[Opening The records section]

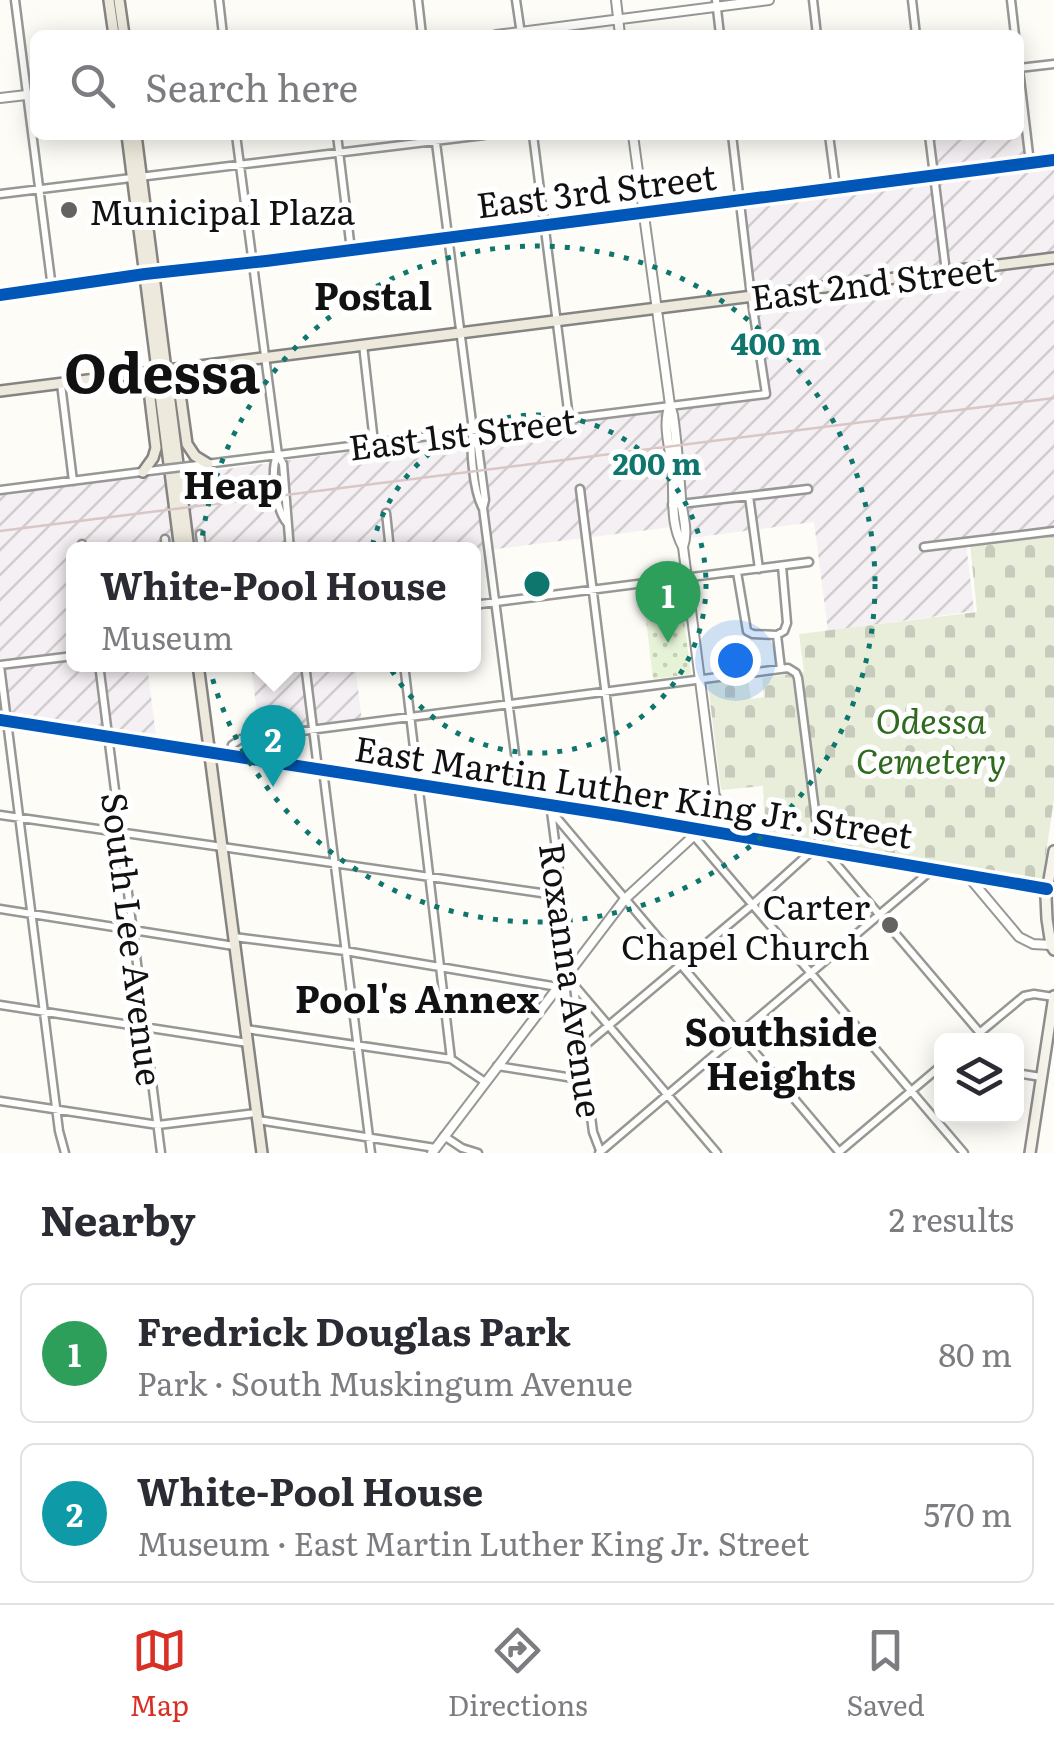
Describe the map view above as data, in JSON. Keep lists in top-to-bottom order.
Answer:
{
  "streets": {
    "main road": ["East 2nd Street"],
    "street": [
      "East 3rd Street",
      "East 1st Street",
      "East Martin Luther King Jr. Street",
      "South Lee Avenue",
      "Roxanna Avenue"
    ]
  },
  "crossings": [
    ["East 2nd Street", "East 1st Street"],
    ["East Martin Luther King Jr. Street", "South Lee Avenue"],
    ["East Martin Luther King Jr. Street", "Roxanna Avenue"]
  ],
  "districts": [
    "Postal",
    "Odessa",
    "Heap",
    "Pool's Annex",
    "Southside Heights"
  ],
  "parks": ["Odessa Cemetery"],
  "places": ["Municipal Plaza", "Carter Chapel Church"],
  "page": {
    "search": "Search here",
    "popup": ["White-Pool House", "Museum"],
    "pins": ["1", "2"],
    "heading": ["Nearby", "2 results"],
    "list": [
      {
        "mark": "1",
        "name": "Fredrick Douglas Park",
        "note": "Park · South Muskingum Avenue",
        "value": "80 m"
      },
      {
        "mark": "2",
        "name": "White-Pool House",
        "note": "Museum · East Martin Luther King Jr. Street",
        "value": "570 m"
      }
    ],
    "nav": ["Map", "Directions", "Saved"]
  },
  "rings": ["400 m", "200 m"]
}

[Closing The records section]

• _What to do_
Would you copy out every line in the records that includes the string "White"?

• _Answer space_
    "popup": ["White-Pool House", "Museum"],
        "name": "White-Pool House",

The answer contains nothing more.